BSmith: The Florida “Save our Home Act” provides for a homestead exemption on a Florida residents primary residence. Once qualified for the exemption, the assessed value of the property for taxes purposes has an exemption of the first $50,000.00 of taxable value for all taxing entities, except the School District, and a $25,000.00 exemption of taxable value for the school district. Also, and probably more importantly, once the property is homestead the assessed value for tax purposes cannot rise more than 3% in any given year. Thus, over a long time frame a property’s market value will increase more than its assessed value deriving equity from the difference which you do not pay taxes on.
TR: So how do I qualify for this exemption?
BSmith: In order for a Florida resident’s primary property to qualify for Florida’s homestead exemption you must intend for the residence to be your primary residence. Then the standard to obtain the exemption is a factual determination made by the County Property Appraiser’s office where the subject property is located. No one factor controls, but it is a totality of the circumstances test that is used. Factors included are:
(1) A formal declaration of domicile by the applicant recorded in the public records of the county in which the exemption is being sought.

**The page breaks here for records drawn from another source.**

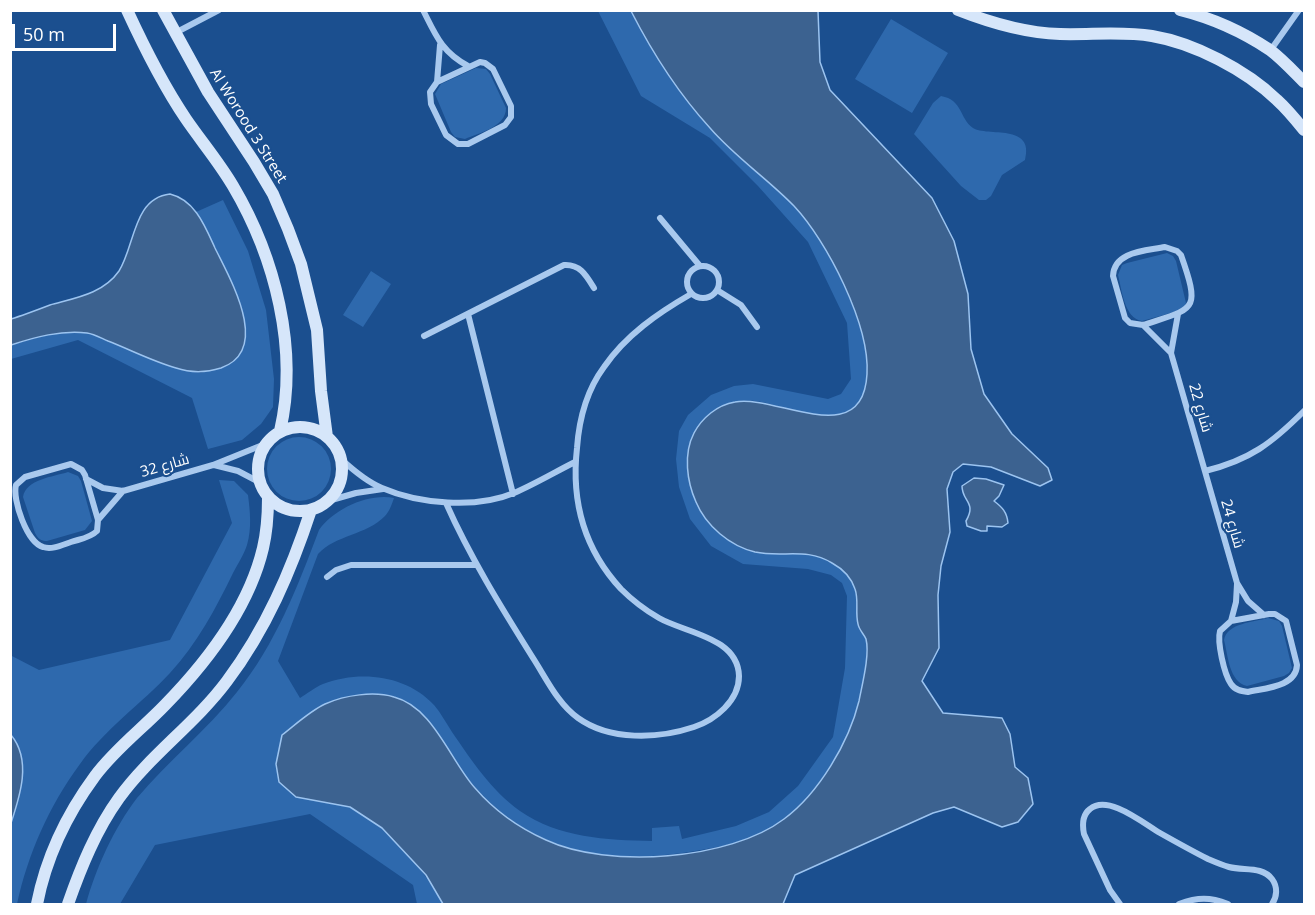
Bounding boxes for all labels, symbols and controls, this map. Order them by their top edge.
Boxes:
scale bar [15,12,118,50]
text: 50 m [23,22,65,46]
street label: Al Worood 3 Street [205,65,291,187]
street label: شارع 22 [1184,381,1216,435]
street label: شارع 32 [138,450,192,482]
street label: شارع 24 [1216,497,1248,551]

(2) Evidence of the location where the applicant’s dependent children are registered for school.
(3) The place of employment of the applicant.
(4) The previous permanent residency by the applicant in a state other than Florida or in another country and the date non-Florida residency was terminated.

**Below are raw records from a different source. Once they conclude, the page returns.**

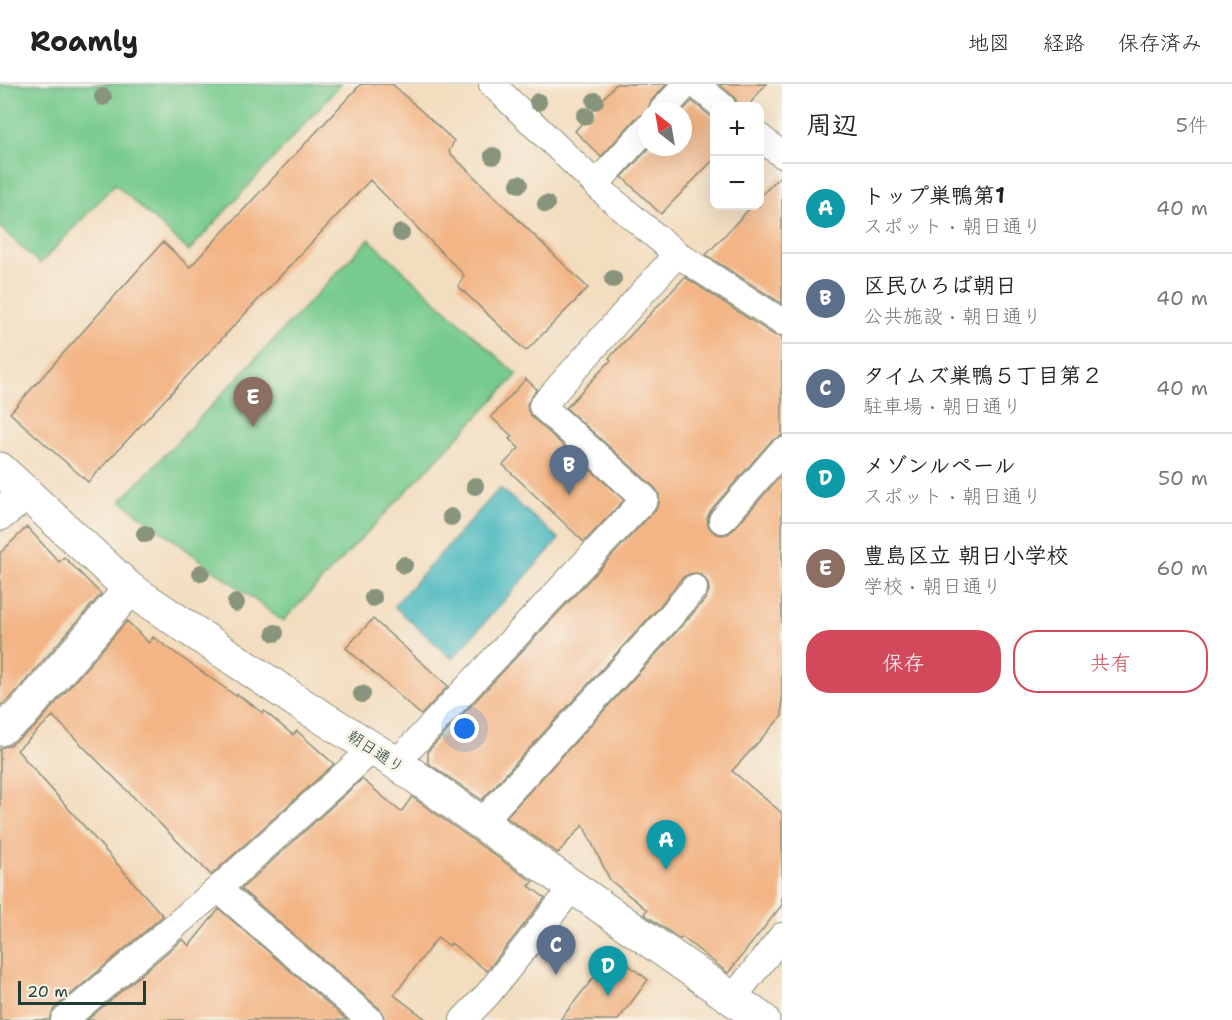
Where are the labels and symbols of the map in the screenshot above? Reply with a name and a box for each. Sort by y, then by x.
north arrow [638,102,692,156]
pin: E [234,378,272,427]
pin: B [550,446,588,495]
your location [450,714,479,743]
street label: 朝日通り [343,725,408,778]
pin: A [646,820,686,870]
pin: C [536,926,576,975]
pin: D [588,946,628,996]
scale bar [18,978,146,1006]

(5) Proof of voter registration in this state with the voter information card address of the applicant, or other official correspondence from the supervisor of elections providing proof of voter registration, matching the address of the physical location where the exemption is being sought.
(6) A valid Florida driver’s license issued under s. 322.18 or a valid Florida identification card issued under s. 322.051 and evidence of relinquishment of driver’s licenses from any other states.
(7) Issuance of a Florida license tag on any motor vehicle owned by the applicant.
(8) The address as listed on federal income tax returns filed by the applicant.
(9) The location where the applicant’s bank statements and checking accounts are registered.
(10) Proof of payment for utilities at the property for which permanent residency is being claimed
Fl. Stat. 196.015
Other considerations are taken into account, but in reality if you become a Florida resident and intend to make your Florida home your primary home you should qualify.
TR: Is this basically the same process as becoming a Florida resident?
BSmith: The only major requirement for changing your state residency is owning a home in Florida, obtaining a Florida Driver’s license and registering to vote in Florida. It does not take relatively long. Of course, I do not enjoy the wait at the DMV, but I believe most states are comparable in this regard.
TR: How about other tax considerations for people moving to Florida from other states?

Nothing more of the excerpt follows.